A Generic Dictionary
This week, I thought I'd experiment with some new Collection classes
The Hypothesis
Sometimes, I want a dictionary that looks up on some computed attribute of some keys. With the base library, I have two choices. Equality and Identity. Identity seems pretty straightforward. But sometimes just what makes an object "equal" in its role as a key, can be a little less. For example, what if I compute values for given floating point inputs, but I want them bin them to the nearest 1/10th. Or what if I want to lookup customers by their name, and it's ok to assume that the lookup is case insensitive.

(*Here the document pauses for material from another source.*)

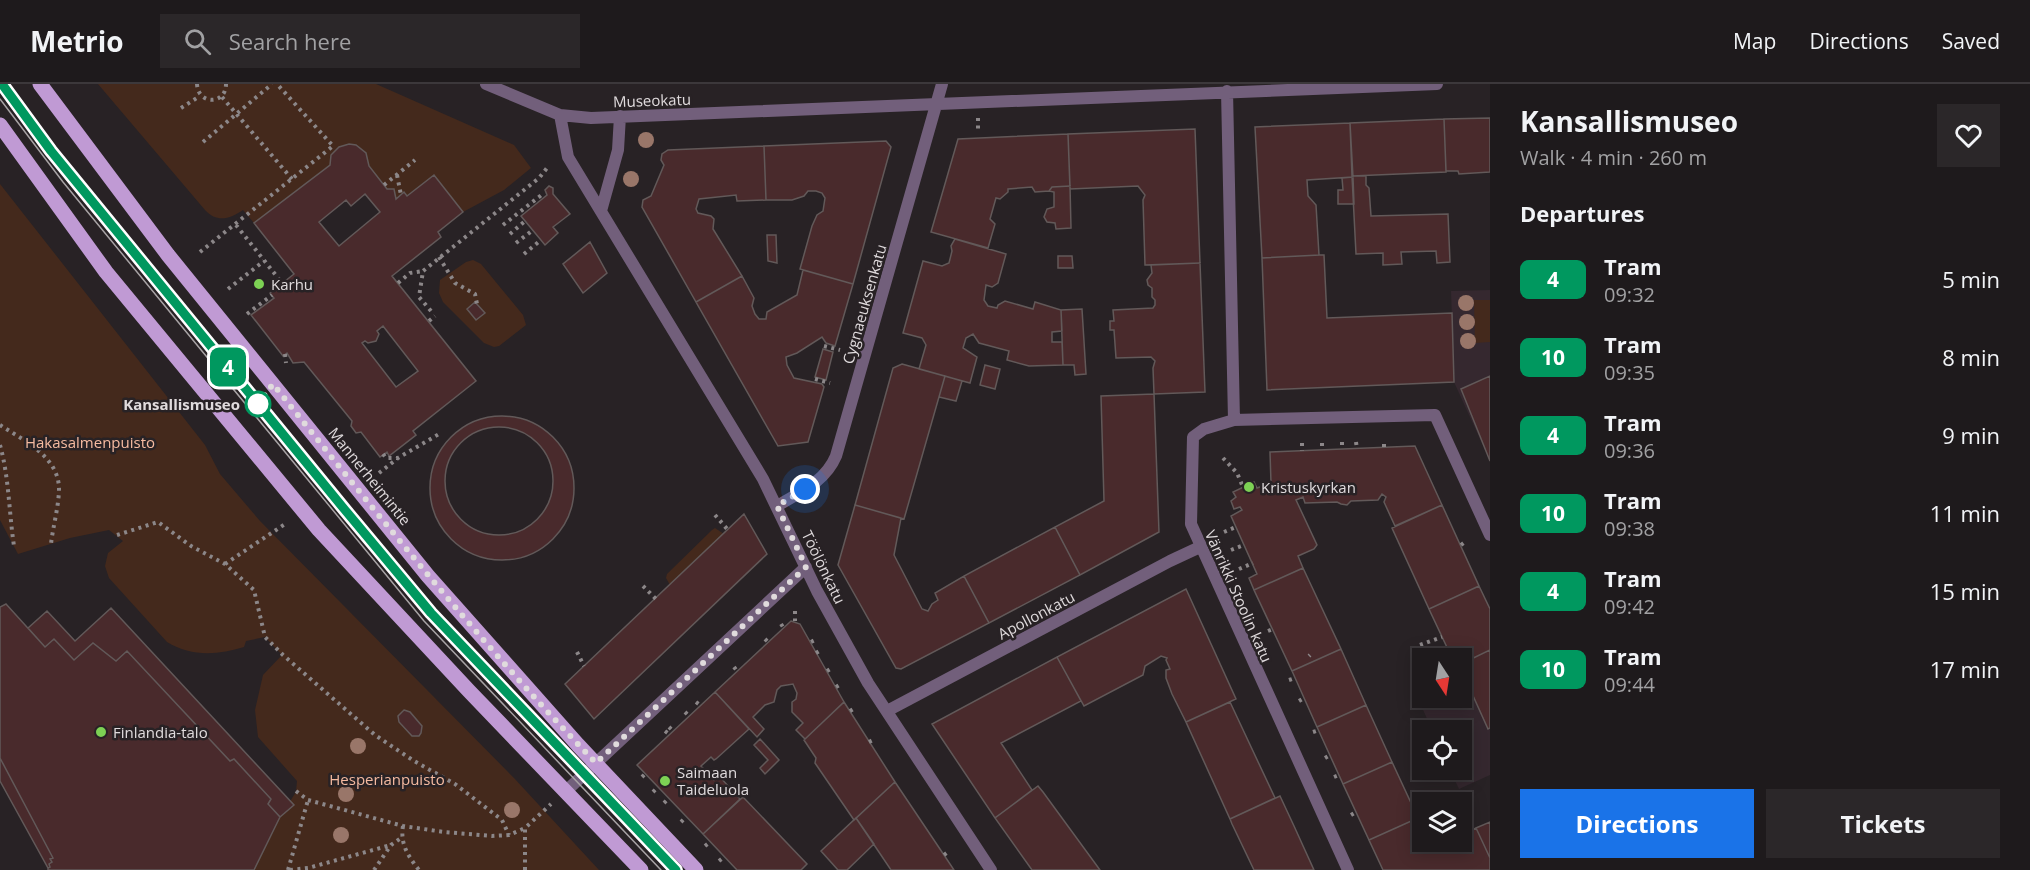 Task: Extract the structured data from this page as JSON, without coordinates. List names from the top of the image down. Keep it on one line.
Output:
{"streets":{"main road":["Mannerheimintie"],"street":["Museokatu","Cygnaeuksenkatu","Töölönkatu","Vänrikki Stoolin katu","Apollonkatu"]},"crossings":[["Museokatu","Cygnaeuksenkatu"],["Museokatu","Töölönkatu"],["Cygnaeuksenkatu","Töölönkatu"],["Töölönkatu","Apollonkatu"],["Vänrikki Stoolin katu","Apollonkatu"]],"parks":["Hakasalmenpuisto","Hesperianpuisto"],"places":["Karhu","Kansallismuseo","Kristuskyrkan","Finlandia-talo","Saimaan Taideluola"],"lines":["tram line 4"],"north":"bottom","page":{"header":"Metrio","search":"Search here","nav":["Map","Directions","Saved"],"on_map":"4","heading":[["Kansallismuseo","Walk · 4 min · 260 m"],"Departures"],"list":[{"mark":"4","name":"Tram","note":"09:32","value":"5 min"},{"mark":"10","name":"Tram","note":"09:35","value":"8 min"},{"mark":"4","name":"Tram","note":"09:36","value":"9 min"},{"mark":"10","name":"Tram","note":"09:38","value":"11 min"},{"mark":"4","name":"Tram","note":"09:42","value":"15 min"},{"mark":"10","name":"Tram","note":"09:44","value":"17 min"}],"buttons":["Directions","Tickets"]}} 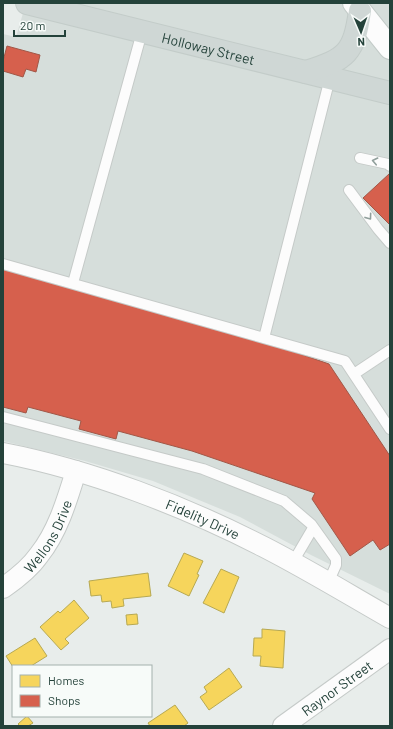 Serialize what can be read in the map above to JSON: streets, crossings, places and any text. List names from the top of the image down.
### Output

We could apply the conversion function to our computed key going in and out of the dictionary, but that gets old.
Also, I'm intrigued that the one size fits all hash function might not always be all that is needed for a given domain. And if we could use a specific hash function we might be able to improve the speed of lookup.
The Implementation
What we need is a dictionary where we can parameterize the functions used to index keys in the dictionary. There are two functions involved, first the hash function, and secondly, the comparison function.
Smalltalk.Core defineClass: #GenericDictionary
superclass: #{Core.Dictionary}
indexedType: #objects
private: false
instanceVariableNames: 'compareFunction hashFunction '
classInstanceVariableNames: ''
imports: ''
category: 'Collections-Unordered'
Now we've got our dictionary, we'll use blocks for our functions. Here's our simple setter. We just provide one dual arg version. One has to still observe the invariant that all objects which are equal MUST hash the same, so forcing the application program to set the two functions in context of each other is probably a good thing.

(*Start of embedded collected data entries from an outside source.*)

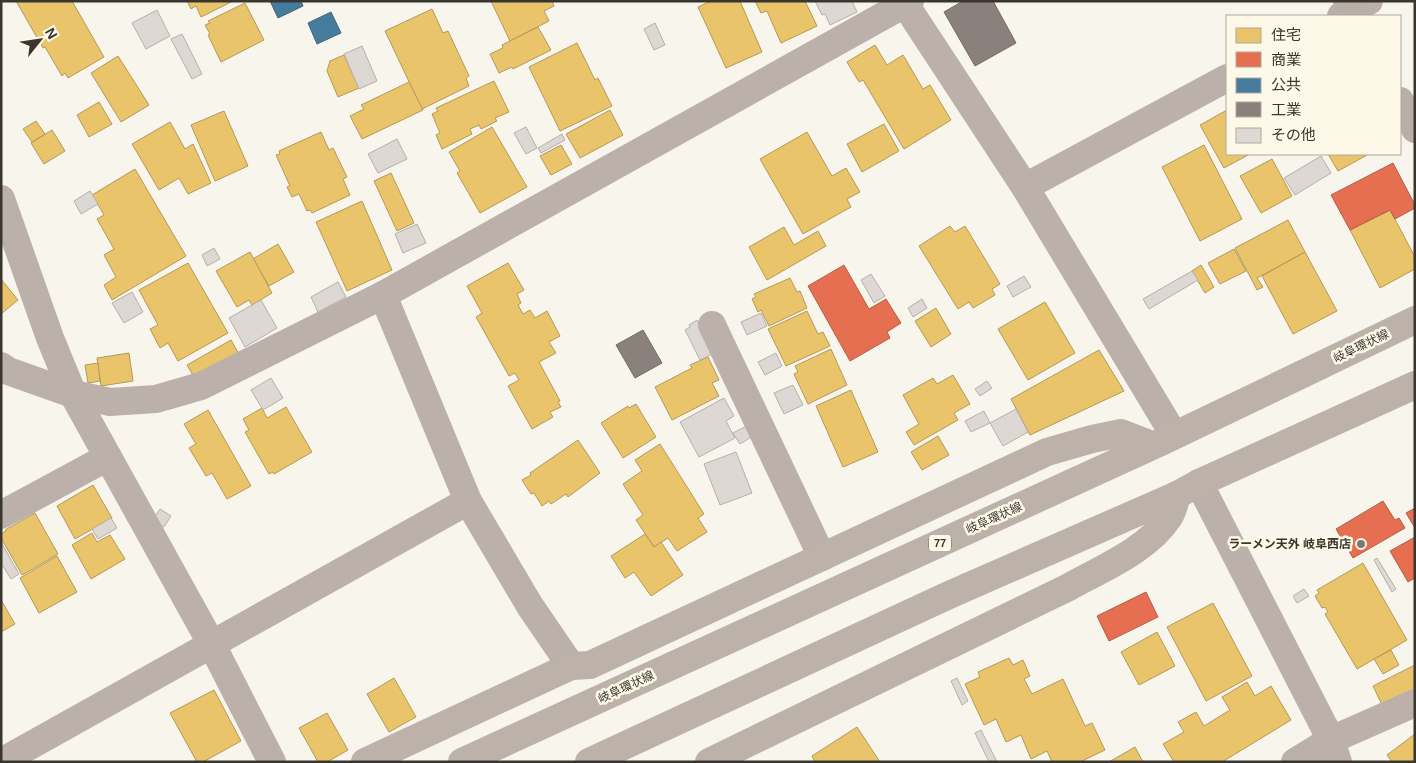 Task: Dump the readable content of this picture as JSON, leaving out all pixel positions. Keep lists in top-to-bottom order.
{
  "streets": {
    "main road": ["岐阜環状線", "77"]
  },
  "places": ["ラーメン天外 岐阜西店"],
  "legend": [
    "住宅",
    "商業",
    "公共",
    "工業",
    "その他"
  ],
  "north": "top right"
}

compare: a2ArgBlock hash: a1ArgBlock compareFunction := a2ArgBlock. hashFunction := a1ArgBlock
We want to initialize new instances to a good default state; the default use of = and hash seems good. Sets and thereby Dictionaries, don't use an initialize method, the use a setTally method at creation time to get initialized. So we override thusly:
setTally self compare: [:a :b | a = b] hash: [:obj | obj hash]. ^super setTally
With that in place, it turns there's exactly one method that needs to be tuned to use our functions:
findKeyOrNil: key "overriden to use hash and compare function blocks, rather than hardcoded #hash and #=" | location length probe pass | length := self basicSize. pass := 1. location := self initialIndexFor: (hashFunction value: key) boundedBy: length. [(probe := self basicAt: location) == nil or: [compareFunction value: probe key value: key]] whileFalse: [(location := location + 1) > length ifTrue: [location := 1. pass := pass + 1. pass > 2 ifTrue: [^self grow findKeyOrNil: key]]]. ^location
That's all there is to it.
The Results
The case insensitive keys is kind of fun. It seems to work fine:
dict := GenericDictionary new compare: [:a :b | a equivalentTo: b ignoreCase: true] hash: [:a | a asLowercase hash]. dict add: 'Travis' -> 'Griggs'. Transcript show: (dict at: 'travis'); cr. dict at: 'TRAVIS' put: '(The Kid in Old Yeller)'. Transcript show: (dict at: 'traVIS'); cr
outputs 'Griggs' and then '(The Kid in Old Yeller)' to my transcript.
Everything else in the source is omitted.